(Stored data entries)
╔══
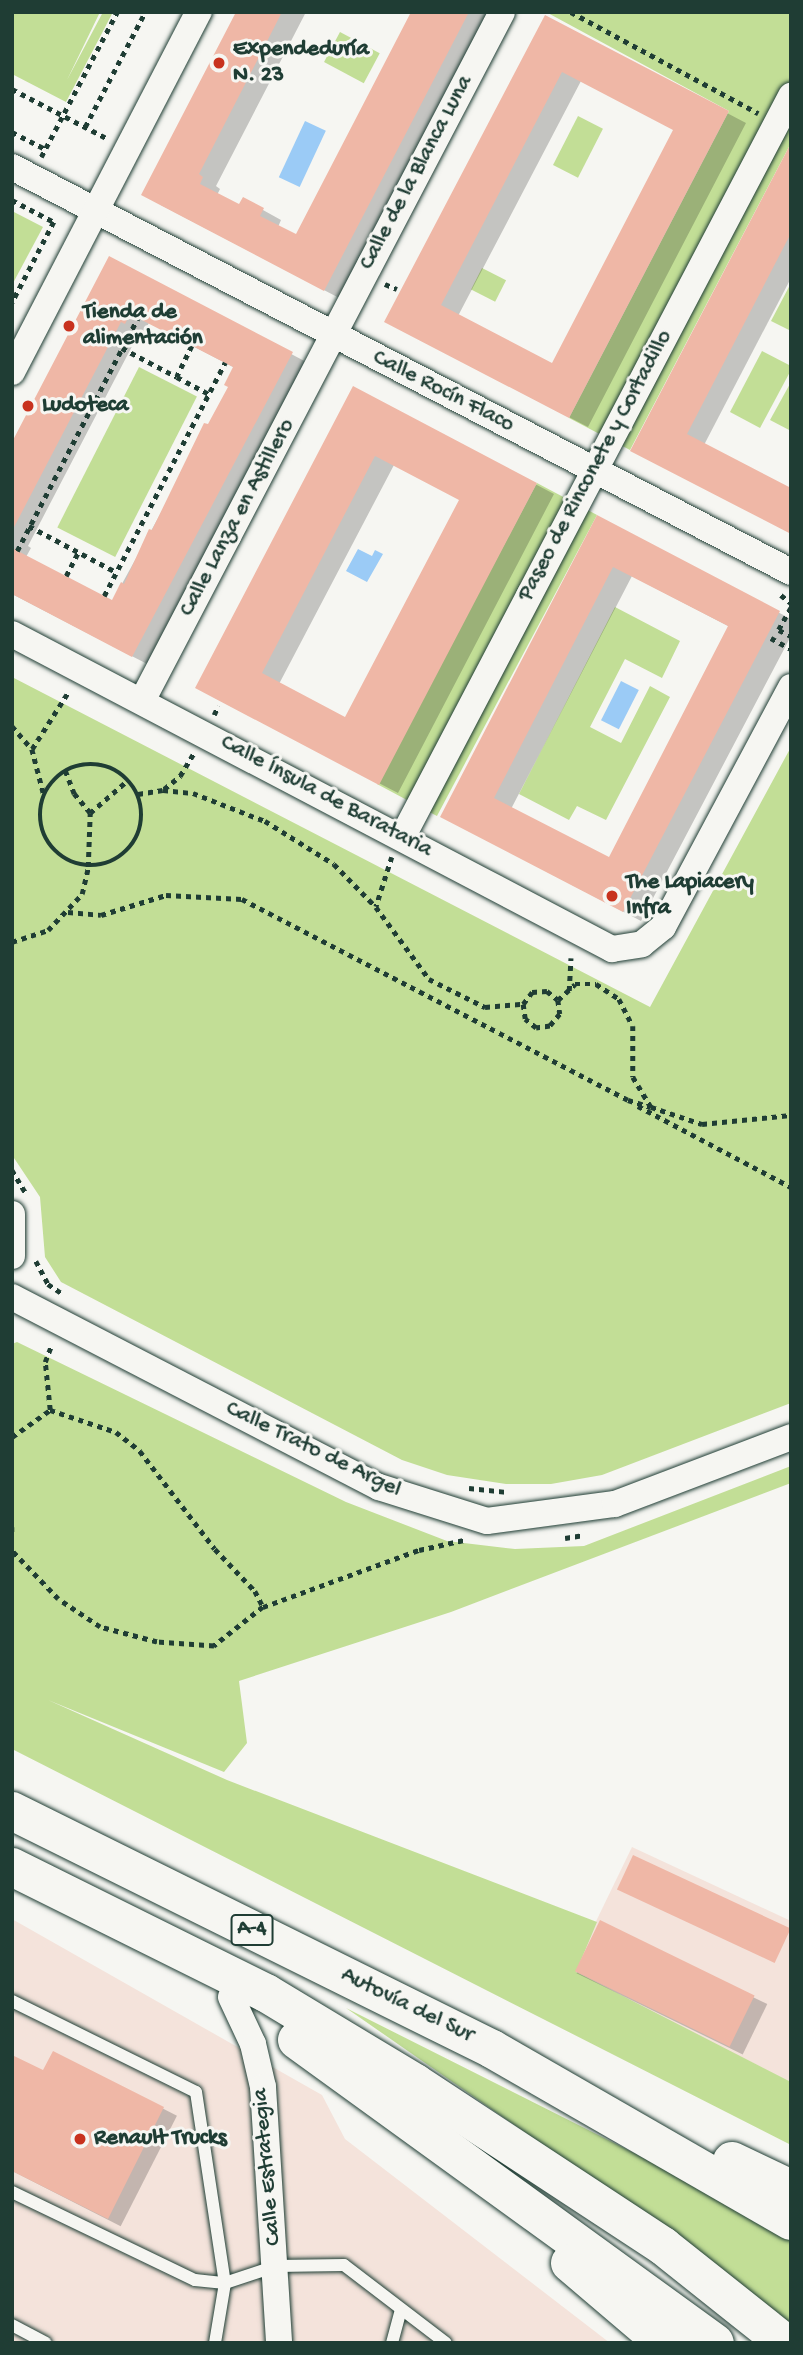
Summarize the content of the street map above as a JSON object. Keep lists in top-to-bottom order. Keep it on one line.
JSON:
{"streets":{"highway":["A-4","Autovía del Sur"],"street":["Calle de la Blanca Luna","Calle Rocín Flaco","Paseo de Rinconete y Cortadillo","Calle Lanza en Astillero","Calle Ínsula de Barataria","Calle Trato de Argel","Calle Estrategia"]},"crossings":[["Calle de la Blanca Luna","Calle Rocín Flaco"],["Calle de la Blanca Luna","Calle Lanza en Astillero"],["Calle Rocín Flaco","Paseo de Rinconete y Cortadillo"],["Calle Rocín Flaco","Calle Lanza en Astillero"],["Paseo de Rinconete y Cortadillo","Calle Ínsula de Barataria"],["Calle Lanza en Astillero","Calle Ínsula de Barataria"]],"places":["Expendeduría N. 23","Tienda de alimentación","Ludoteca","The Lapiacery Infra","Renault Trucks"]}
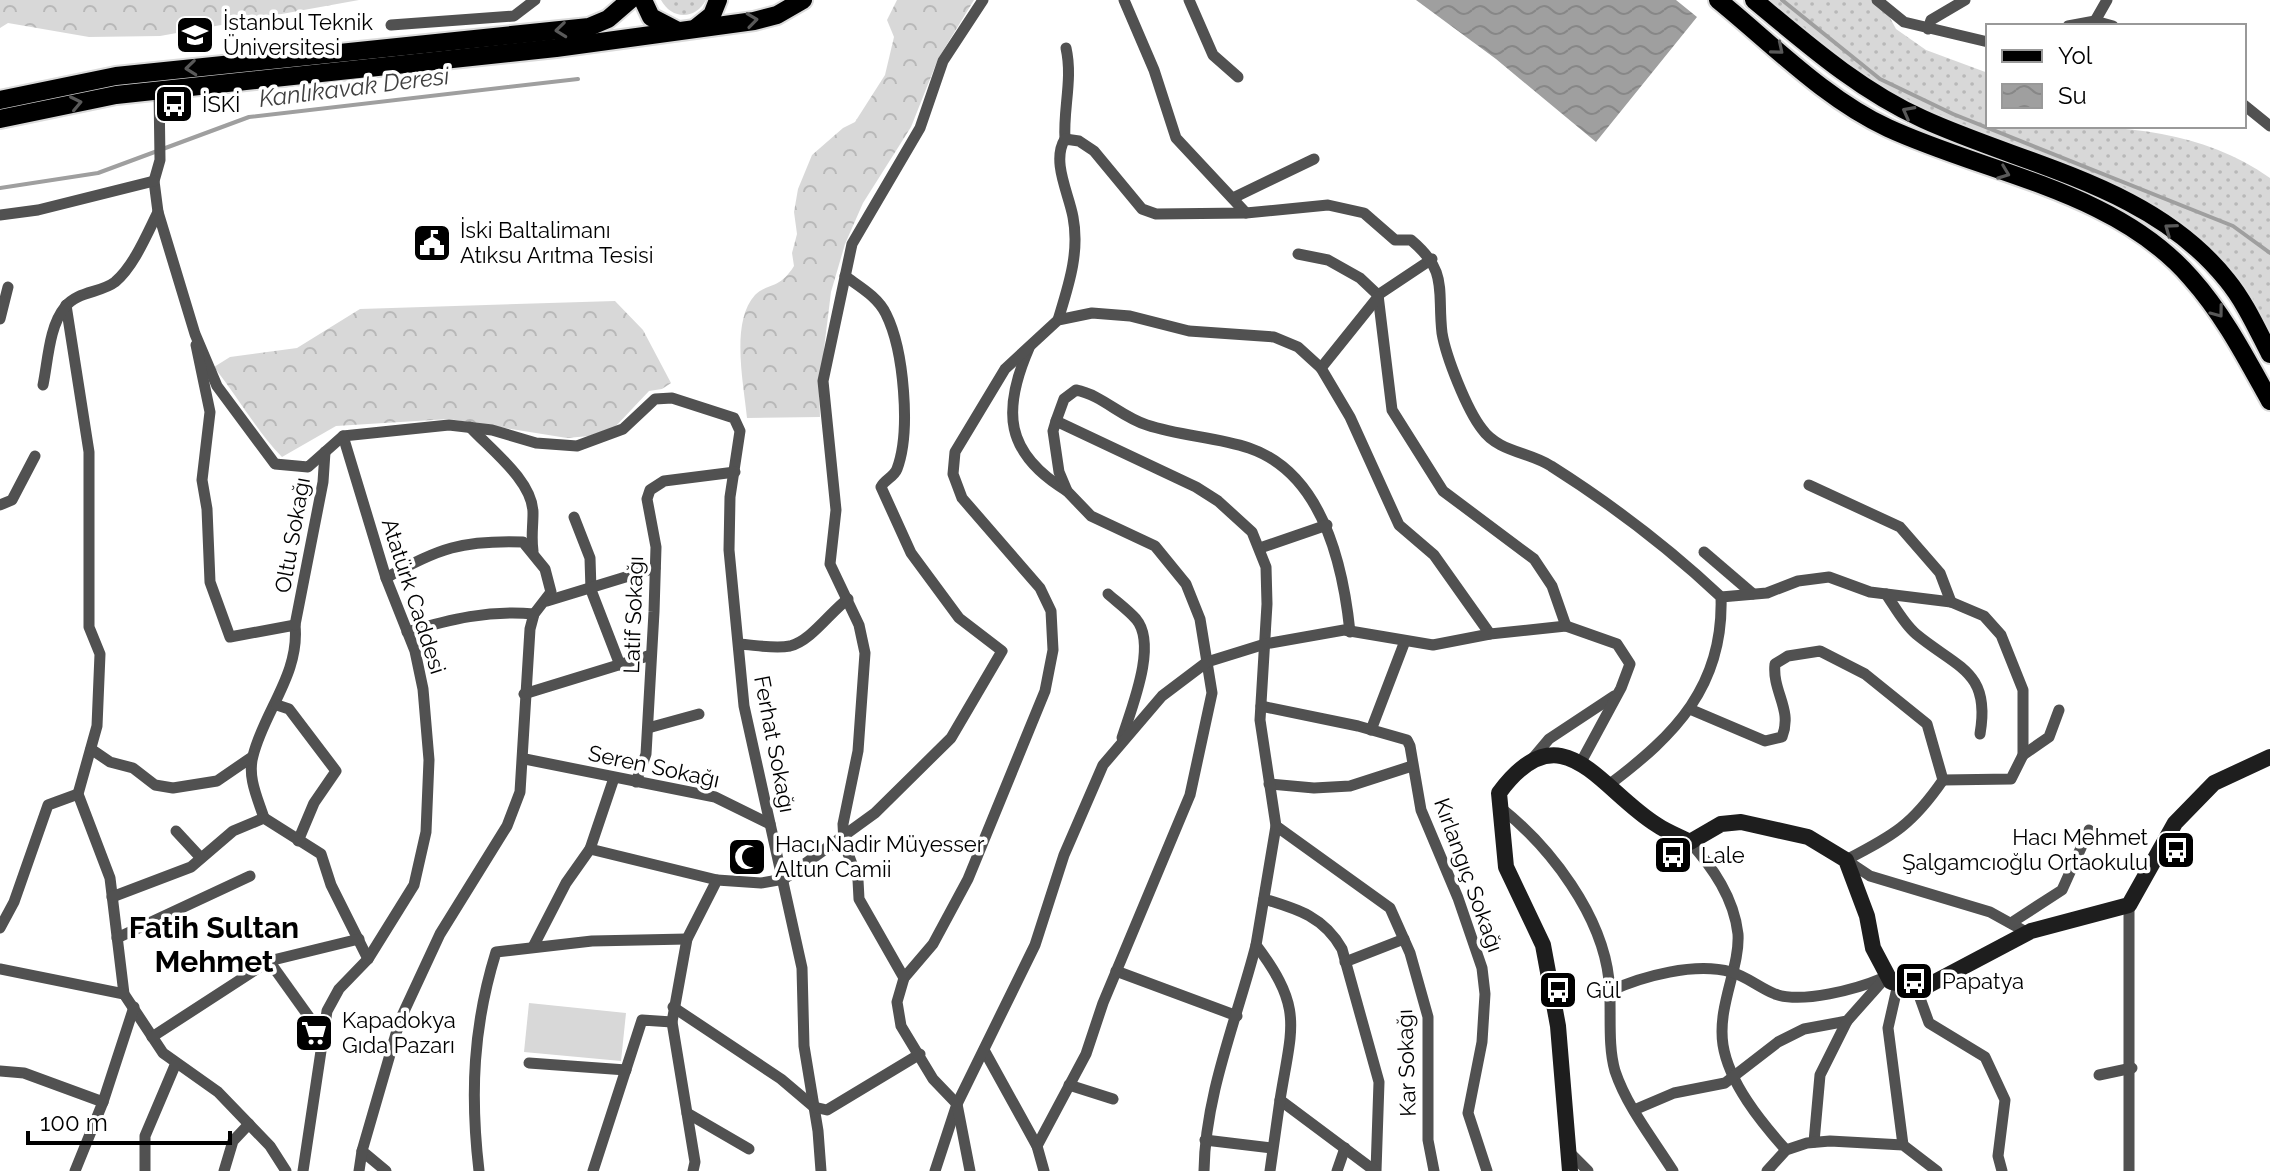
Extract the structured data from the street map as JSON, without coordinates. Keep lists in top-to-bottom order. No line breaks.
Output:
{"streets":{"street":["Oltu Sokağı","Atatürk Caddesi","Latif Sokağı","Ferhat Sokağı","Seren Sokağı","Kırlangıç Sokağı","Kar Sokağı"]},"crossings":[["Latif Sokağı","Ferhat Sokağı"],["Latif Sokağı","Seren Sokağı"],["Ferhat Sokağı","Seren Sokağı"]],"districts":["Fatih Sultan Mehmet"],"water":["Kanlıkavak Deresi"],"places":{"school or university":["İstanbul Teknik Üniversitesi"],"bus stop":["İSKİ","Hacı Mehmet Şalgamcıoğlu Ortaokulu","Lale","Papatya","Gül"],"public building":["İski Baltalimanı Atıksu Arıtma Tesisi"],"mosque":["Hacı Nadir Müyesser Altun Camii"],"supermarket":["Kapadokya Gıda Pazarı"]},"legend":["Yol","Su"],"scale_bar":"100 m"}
╚══
Return the number of lines containing the word "Keep" in these records, with no additional output.

[ANSWER TO THIS PROBLEM]
2